Your task is to give the listing below back word for word, pictures excluded.

### SUPPLIED MATERIAL
/---
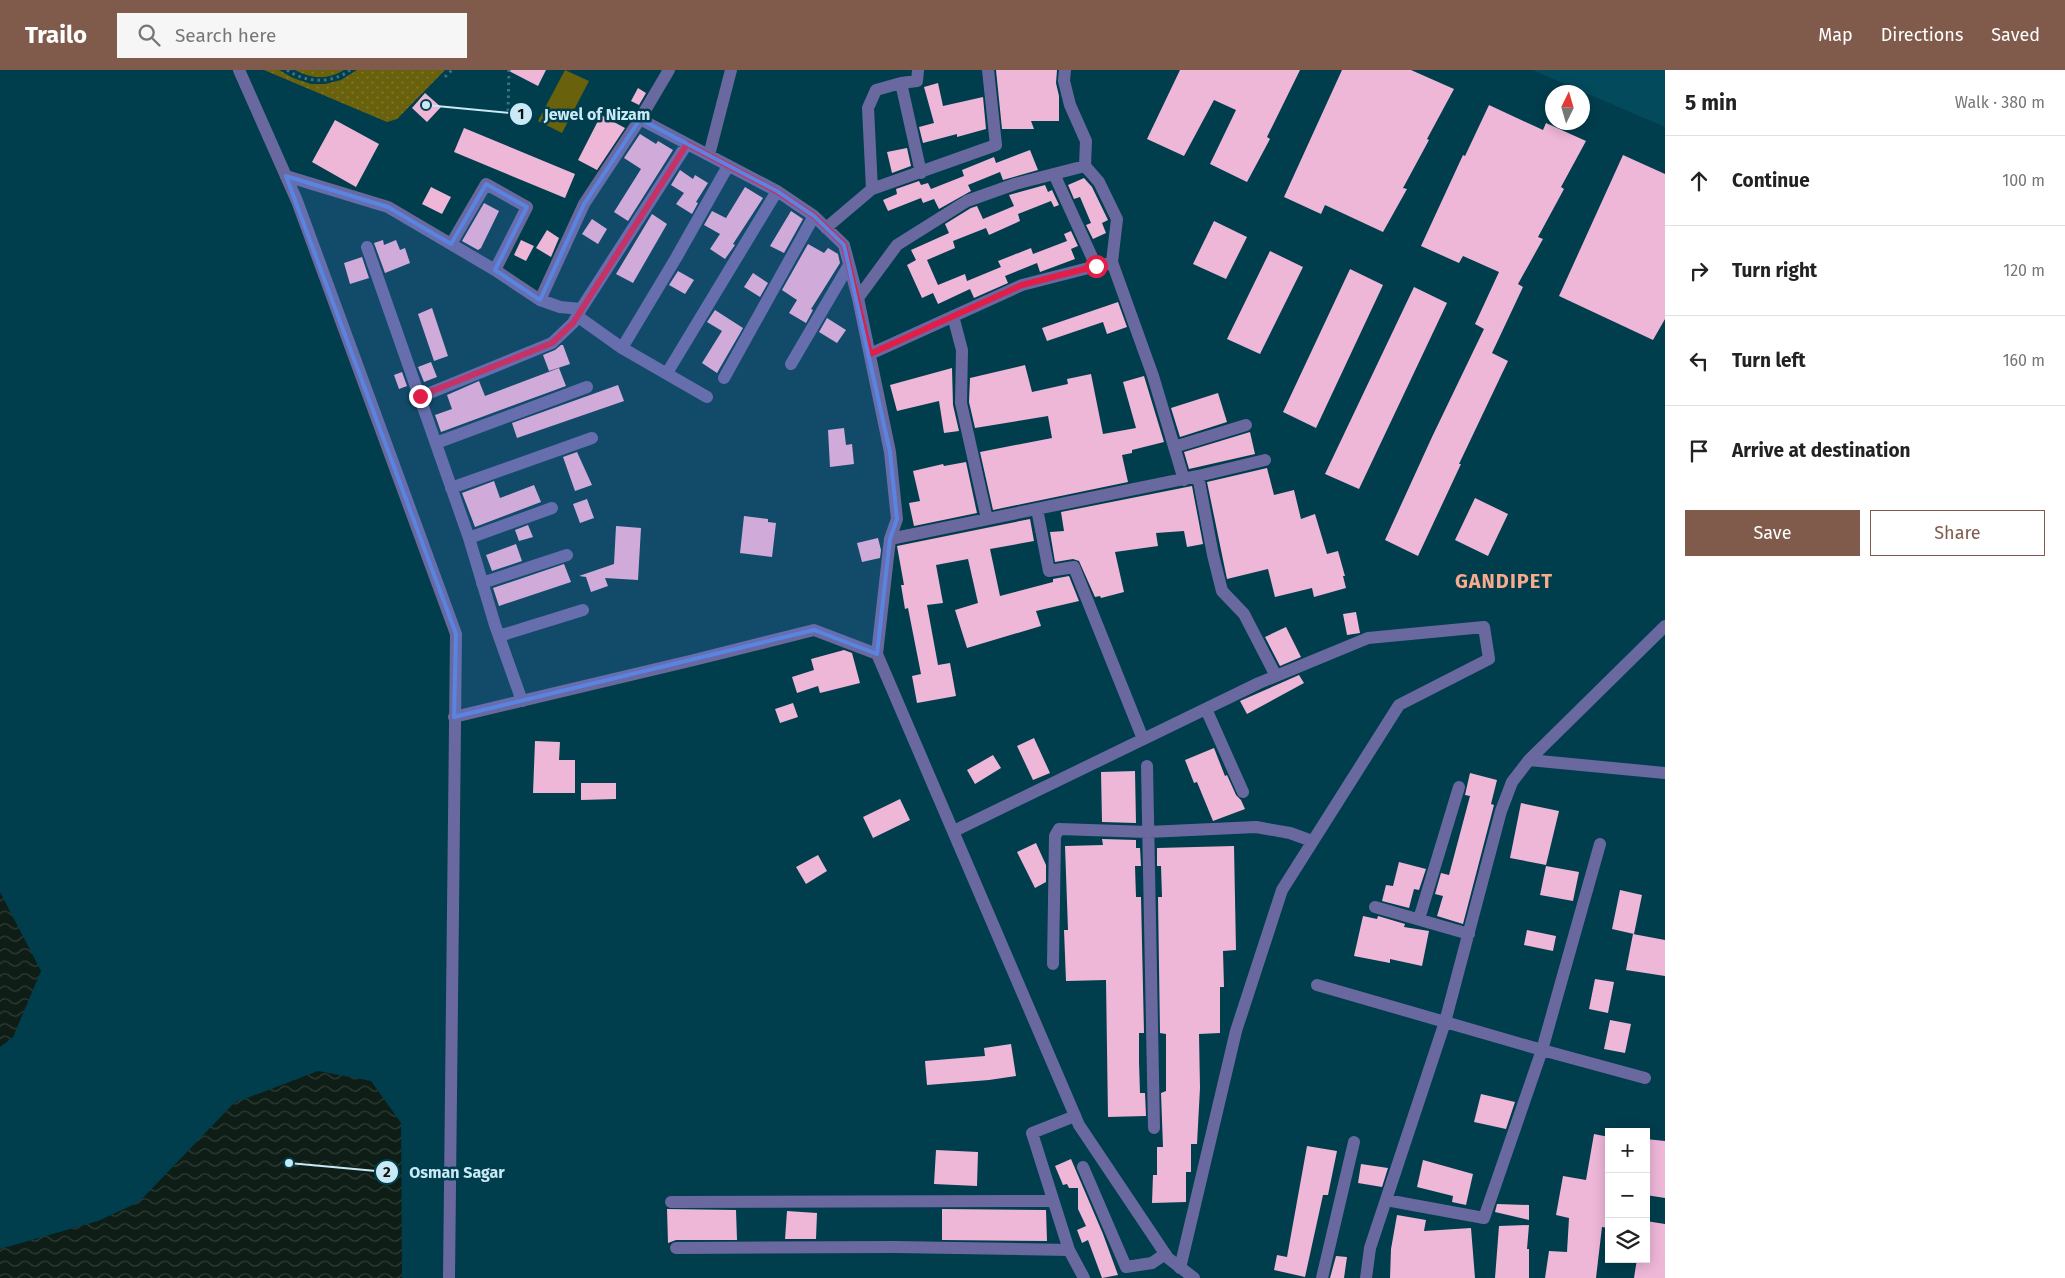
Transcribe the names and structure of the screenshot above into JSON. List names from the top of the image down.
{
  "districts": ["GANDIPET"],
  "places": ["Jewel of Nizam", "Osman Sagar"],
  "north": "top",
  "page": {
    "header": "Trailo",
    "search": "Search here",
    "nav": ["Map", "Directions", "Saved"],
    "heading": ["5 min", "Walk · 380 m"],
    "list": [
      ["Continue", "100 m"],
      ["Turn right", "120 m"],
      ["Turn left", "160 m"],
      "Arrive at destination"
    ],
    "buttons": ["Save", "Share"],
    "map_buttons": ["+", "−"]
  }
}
\---
### SOLUTION FOR THIS TASK
Transcribe the names and structure of the screenshot above into JSON. List names from the top of the image down.
{
  "districts": ["GANDIPET"],
  "places": ["Jewel of Nizam", "Osman Sagar"],
  "north": "top",
  "page": {
    "header": "Trailo",
    "search": "Search here",
    "nav": ["Map", "Directions", "Saved"],
    "heading": ["5 min", "Walk · 380 m"],
    "list": [
      ["Continue", "100 m"],
      ["Turn right", "120 m"],
      ["Turn left", "160 m"],
      "Arrive at destination"
    ],
    "buttons": ["Save", "Share"],
    "map_buttons": ["+", "−"]
  }
}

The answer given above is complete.